1. Does an indexed column on a table have to be a potential primary key?

        Nope, create as many index as you need/must/should.

I've been working with a couple of rather large tables where a common select is on a foreign key called 'cntrct_id' (Varchar(9) in format). However, the same 'cntrct_id' can appear on multiple records in the tables I'm trying to work with now; the tables themselves record events associated with the given 'cntrct_id' record and can store many events for one 'cntrct_id' value. I'd thought that creating an index on the table.cntrct_id field for the event tables would allow me to speed up the transations some, but comparisons of time before and after the indexing lead me to wonder if I was mistaken in this.
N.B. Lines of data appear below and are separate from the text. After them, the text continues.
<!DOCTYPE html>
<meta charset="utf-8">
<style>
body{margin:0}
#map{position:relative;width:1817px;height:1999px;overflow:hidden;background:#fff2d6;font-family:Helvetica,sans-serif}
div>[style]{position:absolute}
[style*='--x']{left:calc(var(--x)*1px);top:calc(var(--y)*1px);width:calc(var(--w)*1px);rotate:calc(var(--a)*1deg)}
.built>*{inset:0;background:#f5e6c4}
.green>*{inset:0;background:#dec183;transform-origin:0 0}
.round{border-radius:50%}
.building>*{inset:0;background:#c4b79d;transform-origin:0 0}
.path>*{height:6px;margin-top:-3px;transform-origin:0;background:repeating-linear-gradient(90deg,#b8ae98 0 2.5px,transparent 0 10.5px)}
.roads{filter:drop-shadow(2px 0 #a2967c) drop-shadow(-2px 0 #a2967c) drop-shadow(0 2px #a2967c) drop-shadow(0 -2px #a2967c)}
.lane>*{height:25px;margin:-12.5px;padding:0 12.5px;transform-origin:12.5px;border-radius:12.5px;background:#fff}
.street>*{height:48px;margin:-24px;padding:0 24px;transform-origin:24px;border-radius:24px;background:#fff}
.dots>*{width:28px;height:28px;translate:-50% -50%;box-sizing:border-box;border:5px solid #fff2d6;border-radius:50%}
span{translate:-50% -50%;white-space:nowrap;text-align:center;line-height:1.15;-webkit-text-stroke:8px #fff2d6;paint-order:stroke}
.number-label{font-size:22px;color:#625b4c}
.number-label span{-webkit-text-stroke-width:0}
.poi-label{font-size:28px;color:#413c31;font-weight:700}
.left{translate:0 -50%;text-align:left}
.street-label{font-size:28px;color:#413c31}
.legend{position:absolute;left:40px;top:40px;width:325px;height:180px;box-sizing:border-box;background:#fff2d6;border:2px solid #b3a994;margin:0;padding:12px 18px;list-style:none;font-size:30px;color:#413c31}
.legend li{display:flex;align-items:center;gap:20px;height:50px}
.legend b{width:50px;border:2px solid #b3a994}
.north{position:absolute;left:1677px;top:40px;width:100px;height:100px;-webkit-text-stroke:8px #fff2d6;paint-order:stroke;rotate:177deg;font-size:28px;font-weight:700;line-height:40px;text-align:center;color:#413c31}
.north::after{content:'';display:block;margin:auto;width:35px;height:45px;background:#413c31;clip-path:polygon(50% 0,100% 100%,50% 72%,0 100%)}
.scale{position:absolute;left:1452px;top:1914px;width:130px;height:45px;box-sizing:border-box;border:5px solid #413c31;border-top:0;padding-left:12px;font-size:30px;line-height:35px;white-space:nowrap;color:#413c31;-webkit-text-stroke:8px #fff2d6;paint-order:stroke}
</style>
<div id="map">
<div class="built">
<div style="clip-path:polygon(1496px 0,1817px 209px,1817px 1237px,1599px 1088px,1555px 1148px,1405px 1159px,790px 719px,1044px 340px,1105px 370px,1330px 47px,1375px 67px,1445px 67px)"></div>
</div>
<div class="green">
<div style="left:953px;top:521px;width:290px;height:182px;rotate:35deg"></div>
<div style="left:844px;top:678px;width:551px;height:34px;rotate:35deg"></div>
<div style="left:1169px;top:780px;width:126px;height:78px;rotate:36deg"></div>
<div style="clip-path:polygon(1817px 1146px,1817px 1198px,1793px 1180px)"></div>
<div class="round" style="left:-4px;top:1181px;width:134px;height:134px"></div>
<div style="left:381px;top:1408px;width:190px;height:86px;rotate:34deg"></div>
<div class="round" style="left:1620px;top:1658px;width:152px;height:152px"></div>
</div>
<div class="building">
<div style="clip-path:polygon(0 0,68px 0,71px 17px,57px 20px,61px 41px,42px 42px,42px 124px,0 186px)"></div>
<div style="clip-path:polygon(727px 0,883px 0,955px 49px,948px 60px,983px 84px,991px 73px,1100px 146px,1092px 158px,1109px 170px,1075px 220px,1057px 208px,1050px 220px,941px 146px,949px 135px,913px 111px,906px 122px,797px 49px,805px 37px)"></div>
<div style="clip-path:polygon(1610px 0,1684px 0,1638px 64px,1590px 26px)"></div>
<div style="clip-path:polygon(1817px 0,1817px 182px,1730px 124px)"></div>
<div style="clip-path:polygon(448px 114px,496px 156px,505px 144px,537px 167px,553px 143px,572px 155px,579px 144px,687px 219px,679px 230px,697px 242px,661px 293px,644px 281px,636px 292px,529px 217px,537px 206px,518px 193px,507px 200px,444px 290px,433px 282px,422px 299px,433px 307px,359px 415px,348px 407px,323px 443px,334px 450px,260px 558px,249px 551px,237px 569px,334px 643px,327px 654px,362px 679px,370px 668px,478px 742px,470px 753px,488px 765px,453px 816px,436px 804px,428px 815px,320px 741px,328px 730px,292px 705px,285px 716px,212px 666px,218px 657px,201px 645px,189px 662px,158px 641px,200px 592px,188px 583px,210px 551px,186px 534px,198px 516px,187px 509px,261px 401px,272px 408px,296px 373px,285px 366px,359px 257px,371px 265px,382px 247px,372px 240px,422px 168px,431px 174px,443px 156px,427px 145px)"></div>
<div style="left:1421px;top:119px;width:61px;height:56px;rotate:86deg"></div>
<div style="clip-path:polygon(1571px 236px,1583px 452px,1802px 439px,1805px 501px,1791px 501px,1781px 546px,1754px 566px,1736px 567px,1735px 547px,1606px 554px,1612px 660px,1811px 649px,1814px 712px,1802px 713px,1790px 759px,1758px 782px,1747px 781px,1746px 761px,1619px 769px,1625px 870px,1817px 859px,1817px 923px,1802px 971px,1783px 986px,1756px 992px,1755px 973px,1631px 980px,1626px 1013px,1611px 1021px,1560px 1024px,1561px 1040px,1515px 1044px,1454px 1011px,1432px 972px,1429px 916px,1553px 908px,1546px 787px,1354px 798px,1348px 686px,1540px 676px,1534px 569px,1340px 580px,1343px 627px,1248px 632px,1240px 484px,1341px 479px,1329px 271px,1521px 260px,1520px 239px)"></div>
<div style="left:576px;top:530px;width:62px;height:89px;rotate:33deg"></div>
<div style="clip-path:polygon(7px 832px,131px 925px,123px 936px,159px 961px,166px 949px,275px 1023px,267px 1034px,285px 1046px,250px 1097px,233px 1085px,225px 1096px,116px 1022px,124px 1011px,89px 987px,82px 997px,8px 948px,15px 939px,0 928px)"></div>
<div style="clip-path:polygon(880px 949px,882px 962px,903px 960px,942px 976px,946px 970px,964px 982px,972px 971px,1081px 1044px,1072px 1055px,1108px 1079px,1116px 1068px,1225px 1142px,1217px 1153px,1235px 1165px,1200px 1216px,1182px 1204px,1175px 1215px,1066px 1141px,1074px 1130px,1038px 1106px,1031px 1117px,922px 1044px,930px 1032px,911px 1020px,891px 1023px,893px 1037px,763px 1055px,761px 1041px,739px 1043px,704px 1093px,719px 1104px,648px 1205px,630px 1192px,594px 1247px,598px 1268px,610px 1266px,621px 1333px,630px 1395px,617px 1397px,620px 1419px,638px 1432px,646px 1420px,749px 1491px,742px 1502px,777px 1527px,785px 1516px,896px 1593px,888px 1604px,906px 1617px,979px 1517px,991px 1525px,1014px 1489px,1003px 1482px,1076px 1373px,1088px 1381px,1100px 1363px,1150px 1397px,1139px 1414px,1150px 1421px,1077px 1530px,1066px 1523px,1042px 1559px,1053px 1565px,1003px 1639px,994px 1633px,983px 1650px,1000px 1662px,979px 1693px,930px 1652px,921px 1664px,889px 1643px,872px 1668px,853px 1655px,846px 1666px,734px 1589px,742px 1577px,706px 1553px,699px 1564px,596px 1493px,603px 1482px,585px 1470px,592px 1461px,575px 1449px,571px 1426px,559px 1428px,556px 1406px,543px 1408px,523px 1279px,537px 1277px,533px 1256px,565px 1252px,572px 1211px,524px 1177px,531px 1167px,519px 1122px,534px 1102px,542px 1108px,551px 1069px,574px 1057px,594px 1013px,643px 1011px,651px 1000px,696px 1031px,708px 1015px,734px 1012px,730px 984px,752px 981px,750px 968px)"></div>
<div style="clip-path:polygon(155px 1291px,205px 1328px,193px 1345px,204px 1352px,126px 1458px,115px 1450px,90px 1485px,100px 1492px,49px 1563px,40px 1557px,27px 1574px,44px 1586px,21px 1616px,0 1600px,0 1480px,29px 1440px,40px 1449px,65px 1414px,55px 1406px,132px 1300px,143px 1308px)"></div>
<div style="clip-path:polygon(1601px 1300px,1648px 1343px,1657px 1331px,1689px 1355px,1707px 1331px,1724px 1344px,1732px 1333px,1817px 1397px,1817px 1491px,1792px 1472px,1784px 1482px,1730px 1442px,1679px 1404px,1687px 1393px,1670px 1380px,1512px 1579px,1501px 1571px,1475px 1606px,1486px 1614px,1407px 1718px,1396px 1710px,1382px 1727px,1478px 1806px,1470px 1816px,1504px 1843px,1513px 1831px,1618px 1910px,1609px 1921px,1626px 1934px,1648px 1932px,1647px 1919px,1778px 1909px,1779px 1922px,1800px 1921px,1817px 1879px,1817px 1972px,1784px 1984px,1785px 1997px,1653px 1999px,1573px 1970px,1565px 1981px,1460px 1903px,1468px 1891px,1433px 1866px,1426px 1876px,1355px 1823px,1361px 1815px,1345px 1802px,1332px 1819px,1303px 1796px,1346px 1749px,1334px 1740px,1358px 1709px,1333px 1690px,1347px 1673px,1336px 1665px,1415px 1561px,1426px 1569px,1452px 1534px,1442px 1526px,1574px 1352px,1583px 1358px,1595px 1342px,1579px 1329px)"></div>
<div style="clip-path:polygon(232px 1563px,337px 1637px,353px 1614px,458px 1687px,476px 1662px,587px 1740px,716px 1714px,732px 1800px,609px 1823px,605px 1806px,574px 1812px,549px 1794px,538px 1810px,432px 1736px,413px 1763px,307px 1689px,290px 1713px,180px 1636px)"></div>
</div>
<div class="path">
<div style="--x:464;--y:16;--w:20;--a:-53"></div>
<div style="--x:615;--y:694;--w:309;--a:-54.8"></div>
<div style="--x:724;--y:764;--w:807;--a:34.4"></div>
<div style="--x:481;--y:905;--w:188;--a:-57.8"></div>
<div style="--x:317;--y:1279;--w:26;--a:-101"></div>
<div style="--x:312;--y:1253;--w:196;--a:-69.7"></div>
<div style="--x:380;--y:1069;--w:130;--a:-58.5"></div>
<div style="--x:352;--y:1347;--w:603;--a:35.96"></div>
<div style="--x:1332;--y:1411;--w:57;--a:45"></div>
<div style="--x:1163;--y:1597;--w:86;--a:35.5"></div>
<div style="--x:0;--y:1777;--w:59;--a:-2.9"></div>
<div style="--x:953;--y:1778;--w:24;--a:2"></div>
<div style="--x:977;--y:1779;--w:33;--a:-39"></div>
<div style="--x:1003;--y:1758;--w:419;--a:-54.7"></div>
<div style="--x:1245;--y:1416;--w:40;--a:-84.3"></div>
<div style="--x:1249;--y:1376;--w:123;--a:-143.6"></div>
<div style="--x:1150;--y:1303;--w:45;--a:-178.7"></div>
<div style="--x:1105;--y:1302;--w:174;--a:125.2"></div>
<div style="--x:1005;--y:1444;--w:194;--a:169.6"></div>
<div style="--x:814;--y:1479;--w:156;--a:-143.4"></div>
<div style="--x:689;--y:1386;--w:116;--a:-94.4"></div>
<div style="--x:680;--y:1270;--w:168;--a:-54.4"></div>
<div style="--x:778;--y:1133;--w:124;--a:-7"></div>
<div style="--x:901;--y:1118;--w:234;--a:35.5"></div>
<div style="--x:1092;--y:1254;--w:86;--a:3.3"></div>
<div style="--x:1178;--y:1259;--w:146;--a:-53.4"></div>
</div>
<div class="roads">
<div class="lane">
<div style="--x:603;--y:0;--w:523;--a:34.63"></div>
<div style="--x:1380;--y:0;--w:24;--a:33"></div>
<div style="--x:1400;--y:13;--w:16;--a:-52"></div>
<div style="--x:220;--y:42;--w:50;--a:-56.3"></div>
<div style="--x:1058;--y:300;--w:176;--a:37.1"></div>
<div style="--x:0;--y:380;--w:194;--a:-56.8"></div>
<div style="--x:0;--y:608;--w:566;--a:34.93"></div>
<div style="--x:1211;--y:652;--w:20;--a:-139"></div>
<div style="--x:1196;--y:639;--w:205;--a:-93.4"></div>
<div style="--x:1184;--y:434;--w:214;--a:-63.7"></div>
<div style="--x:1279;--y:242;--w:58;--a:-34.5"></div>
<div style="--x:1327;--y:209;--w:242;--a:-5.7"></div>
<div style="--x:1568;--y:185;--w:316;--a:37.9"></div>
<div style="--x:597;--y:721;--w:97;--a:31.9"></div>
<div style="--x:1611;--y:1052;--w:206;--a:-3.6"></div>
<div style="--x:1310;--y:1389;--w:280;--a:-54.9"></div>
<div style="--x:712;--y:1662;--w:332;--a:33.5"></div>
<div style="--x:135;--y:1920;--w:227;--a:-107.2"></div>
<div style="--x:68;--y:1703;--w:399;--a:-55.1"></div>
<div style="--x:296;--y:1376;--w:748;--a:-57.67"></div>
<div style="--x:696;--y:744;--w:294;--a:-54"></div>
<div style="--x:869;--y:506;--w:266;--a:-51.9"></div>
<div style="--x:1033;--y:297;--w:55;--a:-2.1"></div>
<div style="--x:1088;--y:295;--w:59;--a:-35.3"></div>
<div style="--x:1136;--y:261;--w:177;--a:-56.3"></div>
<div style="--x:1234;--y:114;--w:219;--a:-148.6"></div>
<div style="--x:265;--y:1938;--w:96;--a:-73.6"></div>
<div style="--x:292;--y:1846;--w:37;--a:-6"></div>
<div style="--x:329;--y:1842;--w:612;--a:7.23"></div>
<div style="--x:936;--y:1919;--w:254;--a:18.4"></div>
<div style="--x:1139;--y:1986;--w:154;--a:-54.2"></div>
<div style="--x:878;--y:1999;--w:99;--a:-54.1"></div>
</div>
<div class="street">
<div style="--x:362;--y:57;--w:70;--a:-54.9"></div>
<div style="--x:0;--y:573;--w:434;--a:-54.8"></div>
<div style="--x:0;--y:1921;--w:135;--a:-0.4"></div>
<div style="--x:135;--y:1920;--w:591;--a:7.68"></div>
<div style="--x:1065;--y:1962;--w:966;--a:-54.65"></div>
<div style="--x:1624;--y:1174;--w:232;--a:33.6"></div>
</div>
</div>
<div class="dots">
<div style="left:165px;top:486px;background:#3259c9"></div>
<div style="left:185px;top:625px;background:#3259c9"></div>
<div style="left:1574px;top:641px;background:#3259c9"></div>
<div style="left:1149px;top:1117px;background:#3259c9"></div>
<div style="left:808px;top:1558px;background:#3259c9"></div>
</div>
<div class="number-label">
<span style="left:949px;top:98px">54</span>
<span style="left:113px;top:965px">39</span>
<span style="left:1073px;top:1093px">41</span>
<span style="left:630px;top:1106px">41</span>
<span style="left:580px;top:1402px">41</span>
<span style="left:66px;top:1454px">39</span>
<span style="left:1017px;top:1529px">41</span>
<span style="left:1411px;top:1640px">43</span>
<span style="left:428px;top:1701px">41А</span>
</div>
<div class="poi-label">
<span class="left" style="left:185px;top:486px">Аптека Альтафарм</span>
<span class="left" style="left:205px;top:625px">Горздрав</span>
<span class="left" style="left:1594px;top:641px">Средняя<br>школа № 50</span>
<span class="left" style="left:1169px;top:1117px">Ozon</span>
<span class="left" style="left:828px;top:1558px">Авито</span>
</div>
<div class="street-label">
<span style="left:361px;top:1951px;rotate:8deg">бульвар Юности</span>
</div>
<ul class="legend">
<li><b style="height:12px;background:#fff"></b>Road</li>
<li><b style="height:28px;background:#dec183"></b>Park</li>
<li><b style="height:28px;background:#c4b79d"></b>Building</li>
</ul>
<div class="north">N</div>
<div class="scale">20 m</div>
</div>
The times were almost identical in the following areas: Before Indexing, after Indexing but before Analyzing, and after Analyzing. 2. Another common sort on these fields uses part, not all, of the 'cntrct_id' value to search for things; the first character marks original location in an internal framework we're using, for example, and the third character marks the month of the year that the original 'cntrct_id' record was set up. Sorts on either of those are fairly common as well; would indexing on the cntrct_id as a whole be able to speed up a sort on a portion of it?

        Nope.
        This looks like suboptimal schema design...
If you had an indexed date column, you would be able to make fast indexed queries with BETWEEN, >=, <=, etc.